■ WHAT IS EXPECTED: Where a record holds a picture, leave the picture out; otherwise repeat every record exactly.

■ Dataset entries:
-- -- --
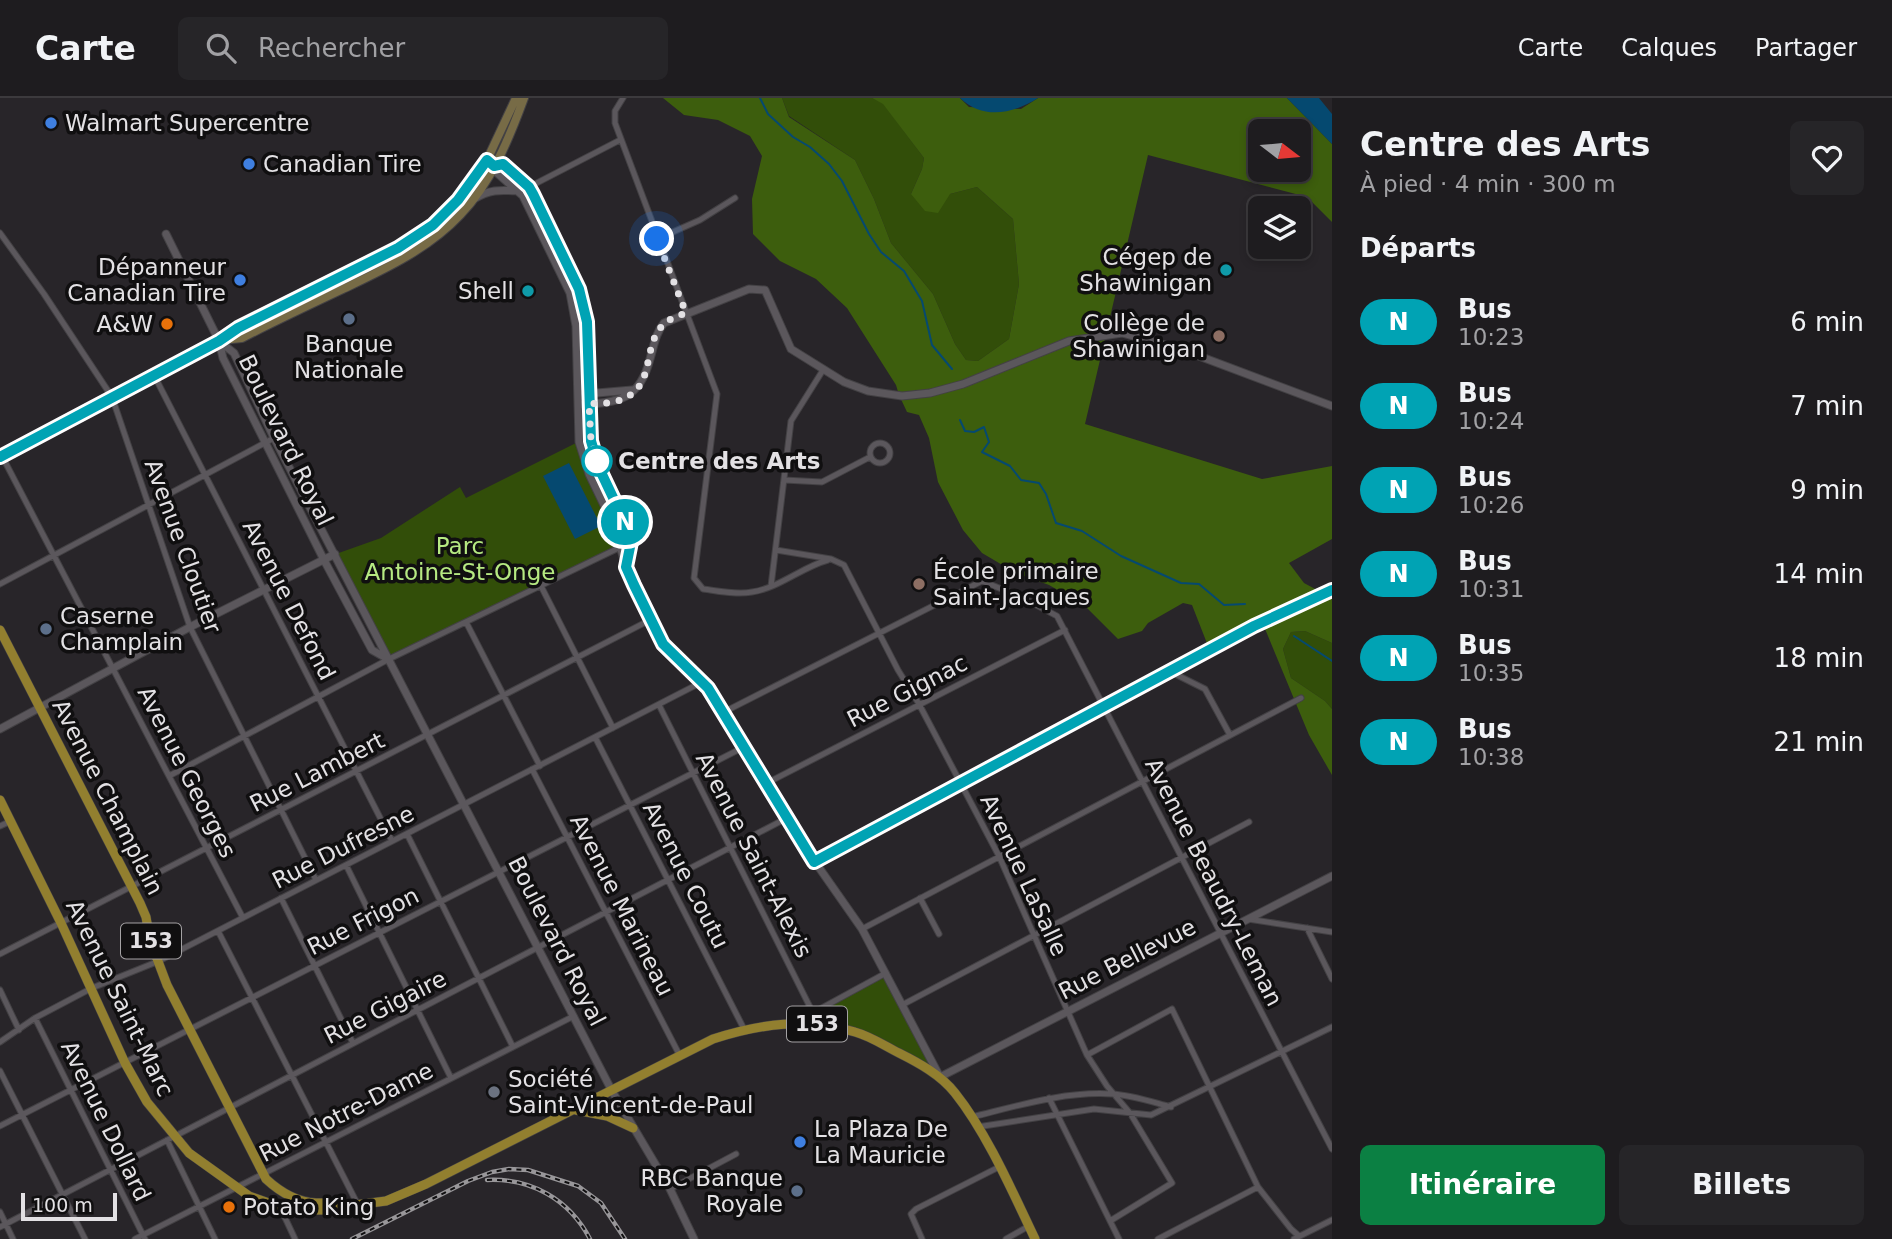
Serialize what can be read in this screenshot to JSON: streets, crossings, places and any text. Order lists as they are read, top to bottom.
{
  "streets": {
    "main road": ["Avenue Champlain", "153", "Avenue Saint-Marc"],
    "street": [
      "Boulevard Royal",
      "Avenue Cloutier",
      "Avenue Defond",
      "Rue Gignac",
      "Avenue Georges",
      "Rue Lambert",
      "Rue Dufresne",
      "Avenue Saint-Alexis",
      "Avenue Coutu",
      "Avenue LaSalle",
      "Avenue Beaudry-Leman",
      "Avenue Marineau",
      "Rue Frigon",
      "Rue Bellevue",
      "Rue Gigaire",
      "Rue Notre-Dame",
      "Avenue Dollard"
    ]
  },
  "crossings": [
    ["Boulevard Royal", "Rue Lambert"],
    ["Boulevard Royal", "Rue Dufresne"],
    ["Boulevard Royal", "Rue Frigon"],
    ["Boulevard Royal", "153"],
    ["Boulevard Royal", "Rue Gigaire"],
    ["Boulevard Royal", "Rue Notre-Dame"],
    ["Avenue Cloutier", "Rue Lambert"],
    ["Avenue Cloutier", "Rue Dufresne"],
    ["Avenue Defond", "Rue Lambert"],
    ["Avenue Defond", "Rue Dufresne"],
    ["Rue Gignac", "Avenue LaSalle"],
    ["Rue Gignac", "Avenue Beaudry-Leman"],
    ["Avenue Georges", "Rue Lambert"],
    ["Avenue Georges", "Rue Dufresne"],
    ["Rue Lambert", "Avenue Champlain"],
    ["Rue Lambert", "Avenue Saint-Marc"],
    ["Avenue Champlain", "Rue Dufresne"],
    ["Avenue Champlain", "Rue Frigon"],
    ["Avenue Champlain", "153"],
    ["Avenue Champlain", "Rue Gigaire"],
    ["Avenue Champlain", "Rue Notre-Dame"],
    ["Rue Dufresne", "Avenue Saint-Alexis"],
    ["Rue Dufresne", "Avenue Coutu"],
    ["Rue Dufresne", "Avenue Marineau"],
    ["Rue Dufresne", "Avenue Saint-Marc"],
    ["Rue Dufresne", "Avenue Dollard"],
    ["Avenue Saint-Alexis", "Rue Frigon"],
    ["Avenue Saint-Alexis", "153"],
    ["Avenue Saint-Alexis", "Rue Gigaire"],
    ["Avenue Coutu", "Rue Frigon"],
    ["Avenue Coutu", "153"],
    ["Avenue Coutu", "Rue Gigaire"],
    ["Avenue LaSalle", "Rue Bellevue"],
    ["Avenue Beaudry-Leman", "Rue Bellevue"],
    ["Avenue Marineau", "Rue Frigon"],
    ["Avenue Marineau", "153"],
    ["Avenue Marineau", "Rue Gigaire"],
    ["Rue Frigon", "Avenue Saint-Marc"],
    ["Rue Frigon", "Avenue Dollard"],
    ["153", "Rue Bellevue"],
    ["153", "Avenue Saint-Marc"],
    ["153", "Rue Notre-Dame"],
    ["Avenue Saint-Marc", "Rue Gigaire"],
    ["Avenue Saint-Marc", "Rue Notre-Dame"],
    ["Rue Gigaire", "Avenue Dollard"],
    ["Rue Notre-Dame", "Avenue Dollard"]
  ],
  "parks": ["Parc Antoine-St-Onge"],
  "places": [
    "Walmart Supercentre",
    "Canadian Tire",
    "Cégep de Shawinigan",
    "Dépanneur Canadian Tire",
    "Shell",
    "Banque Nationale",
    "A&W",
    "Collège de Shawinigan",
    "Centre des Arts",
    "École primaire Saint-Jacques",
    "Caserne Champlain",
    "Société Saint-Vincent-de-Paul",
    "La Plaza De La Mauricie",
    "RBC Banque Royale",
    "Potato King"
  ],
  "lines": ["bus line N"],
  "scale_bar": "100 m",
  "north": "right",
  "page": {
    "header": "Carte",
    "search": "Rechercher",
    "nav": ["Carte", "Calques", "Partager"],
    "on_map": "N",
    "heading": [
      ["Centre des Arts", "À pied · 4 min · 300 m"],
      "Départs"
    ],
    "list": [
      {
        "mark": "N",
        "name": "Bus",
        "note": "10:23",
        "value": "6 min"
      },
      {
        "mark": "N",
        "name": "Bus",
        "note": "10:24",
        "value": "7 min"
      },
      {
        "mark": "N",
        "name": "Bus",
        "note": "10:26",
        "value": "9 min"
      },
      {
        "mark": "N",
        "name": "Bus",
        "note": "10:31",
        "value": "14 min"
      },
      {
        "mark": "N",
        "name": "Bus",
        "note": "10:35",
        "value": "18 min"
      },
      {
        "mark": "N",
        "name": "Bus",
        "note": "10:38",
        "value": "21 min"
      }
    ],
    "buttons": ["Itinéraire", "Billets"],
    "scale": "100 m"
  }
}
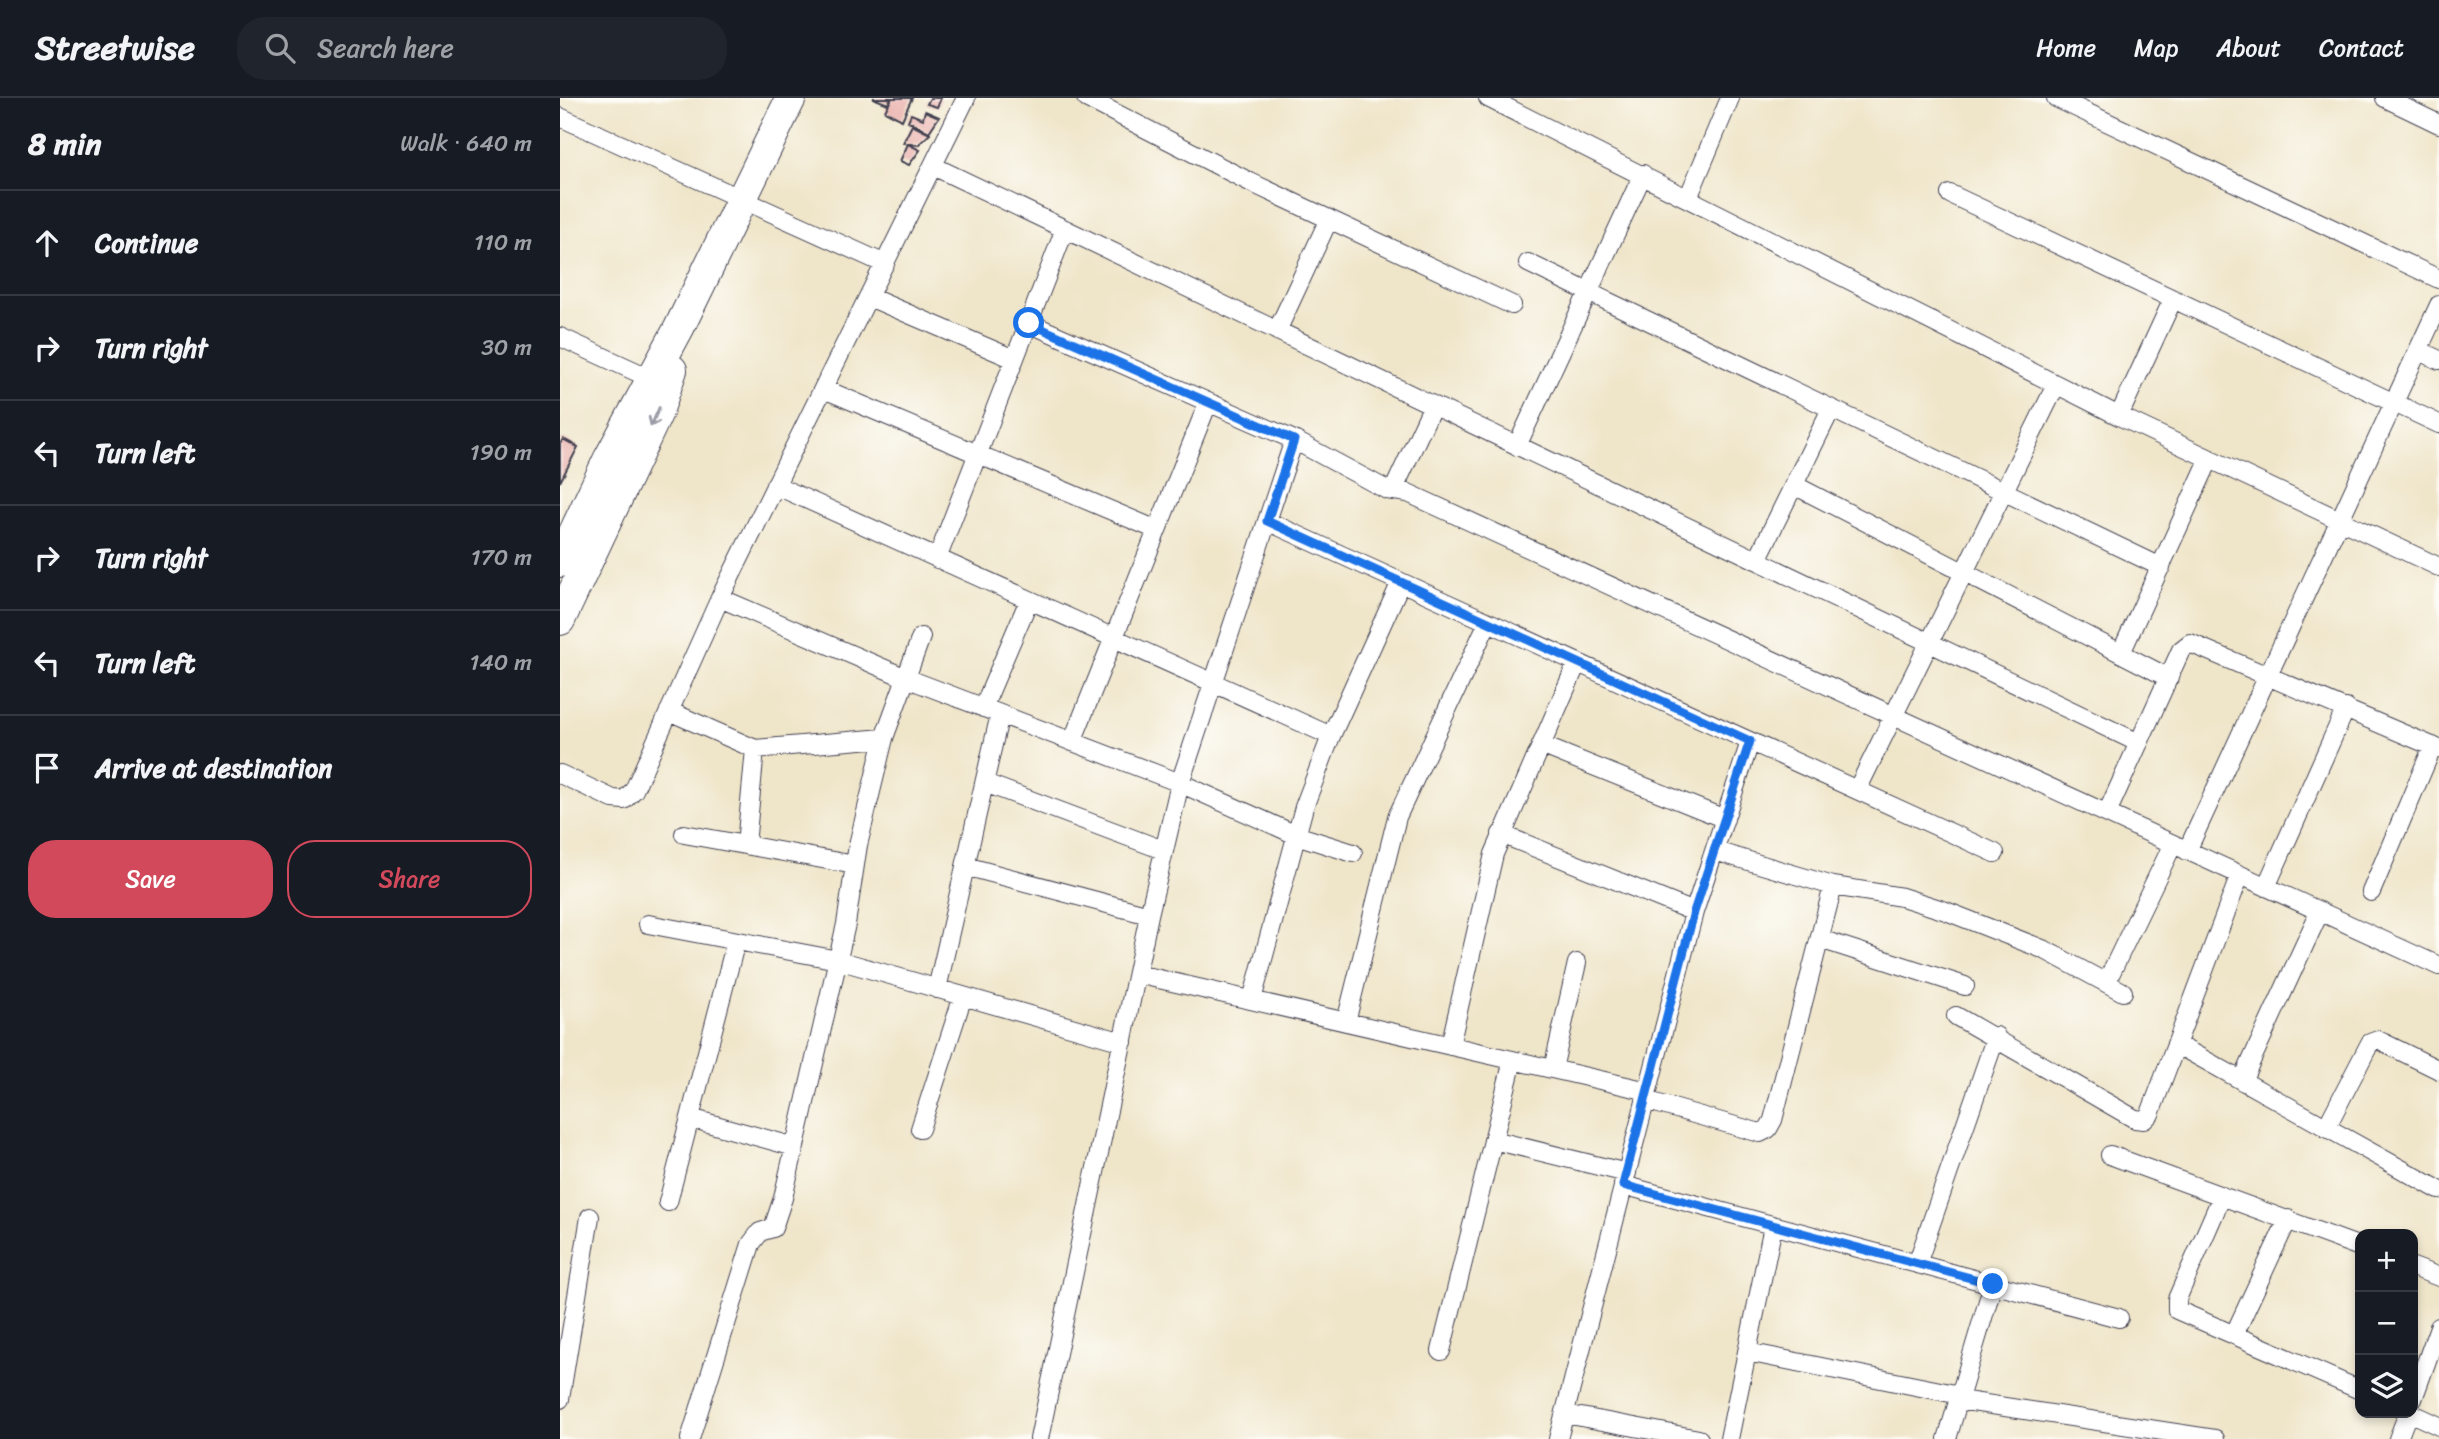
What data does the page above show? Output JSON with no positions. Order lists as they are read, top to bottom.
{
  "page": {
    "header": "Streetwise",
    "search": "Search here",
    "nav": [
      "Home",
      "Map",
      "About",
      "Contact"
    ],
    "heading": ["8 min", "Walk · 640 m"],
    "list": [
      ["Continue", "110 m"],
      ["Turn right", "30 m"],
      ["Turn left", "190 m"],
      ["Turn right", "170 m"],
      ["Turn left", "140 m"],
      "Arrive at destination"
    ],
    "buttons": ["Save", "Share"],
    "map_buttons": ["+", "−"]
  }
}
-- -- --
■ ANSWER BELOW:
Serialize what can be read in this screenshot to JSON: streets, crossings, places and any text. Order lists as they are read, top to bottom.
{
  "streets": {
    "main road": ["Avenue Champlain", "153", "Avenue Saint-Marc"],
    "street": [
      "Boulevard Royal",
      "Avenue Cloutier",
      "Avenue Defond",
      "Rue Gignac",
      "Avenue Georges",
      "Rue Lambert",
      "Rue Dufresne",
      "Avenue Saint-Alexis",
      "Avenue Coutu",
      "Avenue LaSalle",
      "Avenue Beaudry-Leman",
      "Avenue Marineau",
      "Rue Frigon",
      "Rue Bellevue",
      "Rue Gigaire",
      "Rue Notre-Dame",
      "Avenue Dollard"
    ]
  },
  "crossings": [
    ["Boulevard Royal", "Rue Lambert"],
    ["Boulevard Royal", "Rue Dufresne"],
    ["Boulevard Royal", "Rue Frigon"],
    ["Boulevard Royal", "153"],
    ["Boulevard Royal", "Rue Gigaire"],
    ["Boulevard Royal", "Rue Notre-Dame"],
    ["Avenue Cloutier", "Rue Lambert"],
    ["Avenue Cloutier", "Rue Dufresne"],
    ["Avenue Defond", "Rue Lambert"],
    ["Avenue Defond", "Rue Dufresne"],
    ["Rue Gignac", "Avenue LaSalle"],
    ["Rue Gignac", "Avenue Beaudry-Leman"],
    ["Avenue Georges", "Rue Lambert"],
    ["Avenue Georges", "Rue Dufresne"],
    ["Rue Lambert", "Avenue Champlain"],
    ["Rue Lambert", "Avenue Saint-Marc"],
    ["Avenue Champlain", "Rue Dufresne"],
    ["Avenue Champlain", "Rue Frigon"],
    ["Avenue Champlain", "153"],
    ["Avenue Champlain", "Rue Gigaire"],
    ["Avenue Champlain", "Rue Notre-Dame"],
    ["Rue Dufresne", "Avenue Saint-Alexis"],
    ["Rue Dufresne", "Avenue Coutu"],
    ["Rue Dufresne", "Avenue Marineau"],
    ["Rue Dufresne", "Avenue Saint-Marc"],
    ["Rue Dufresne", "Avenue Dollard"],
    ["Avenue Saint-Alexis", "Rue Frigon"],
    ["Avenue Saint-Alexis", "153"],
    ["Avenue Saint-Alexis", "Rue Gigaire"],
    ["Avenue Coutu", "Rue Frigon"],
    ["Avenue Coutu", "153"],
    ["Avenue Coutu", "Rue Gigaire"],
    ["Avenue LaSalle", "Rue Bellevue"],
    ["Avenue Beaudry-Leman", "Rue Bellevue"],
    ["Avenue Marineau", "Rue Frigon"],
    ["Avenue Marineau", "153"],
    ["Avenue Marineau", "Rue Gigaire"],
    ["Rue Frigon", "Avenue Saint-Marc"],
    ["Rue Frigon", "Avenue Dollard"],
    ["153", "Rue Bellevue"],
    ["153", "Avenue Saint-Marc"],
    ["153", "Rue Notre-Dame"],
    ["Avenue Saint-Marc", "Rue Gigaire"],
    ["Avenue Saint-Marc", "Rue Notre-Dame"],
    ["Rue Gigaire", "Avenue Dollard"],
    ["Rue Notre-Dame", "Avenue Dollard"]
  ],
  "parks": ["Parc Antoine-St-Onge"],
  "places": [
    "Walmart Supercentre",
    "Canadian Tire",
    "Cégep de Shawinigan",
    "Dépanneur Canadian Tire",
    "Shell",
    "Banque Nationale",
    "A&W",
    "Collège de Shawinigan",
    "Centre des Arts",
    "École primaire Saint-Jacques",
    "Caserne Champlain",
    "Société Saint-Vincent-de-Paul",
    "La Plaza De La Mauricie",
    "RBC Banque Royale",
    "Potato King"
  ],
  "lines": ["bus line N"],
  "scale_bar": "100 m",
  "north": "right",
  "page": {
    "header": "Carte",
    "search": "Rechercher",
    "nav": ["Carte", "Calques", "Partager"],
    "on_map": "N",
    "heading": [
      ["Centre des Arts", "À pied · 4 min · 300 m"],
      "Départs"
    ],
    "list": [
      {
        "mark": "N",
        "name": "Bus",
        "note": "10:23",
        "value": "6 min"
      },
      {
        "mark": "N",
        "name": "Bus",
        "note": "10:24",
        "value": "7 min"
      },
      {
        "mark": "N",
        "name": "Bus",
        "note": "10:26",
        "value": "9 min"
      },
      {
        "mark": "N",
        "name": "Bus",
        "note": "10:31",
        "value": "14 min"
      },
      {
        "mark": "N",
        "name": "Bus",
        "note": "10:35",
        "value": "18 min"
      },
      {
        "mark": "N",
        "name": "Bus",
        "note": "10:38",
        "value": "21 min"
      }
    ],
    "buttons": ["Itinéraire", "Billets"],
    "scale": "100 m"
  }
}
What data does the page above show? Output JSON with no positions. Order lists as they are read, top to bottom.
{
  "page": {
    "header": "Streetwise",
    "search": "Search here",
    "nav": [
      "Home",
      "Map",
      "About",
      "Contact"
    ],
    "heading": ["8 min", "Walk · 640 m"],
    "list": [
      ["Continue", "110 m"],
      ["Turn right", "30 m"],
      ["Turn left", "190 m"],
      ["Turn right", "170 m"],
      ["Turn left", "140 m"],
      "Arrive at destination"
    ],
    "buttons": ["Save", "Share"],
    "map_buttons": ["+", "−"]
  }
}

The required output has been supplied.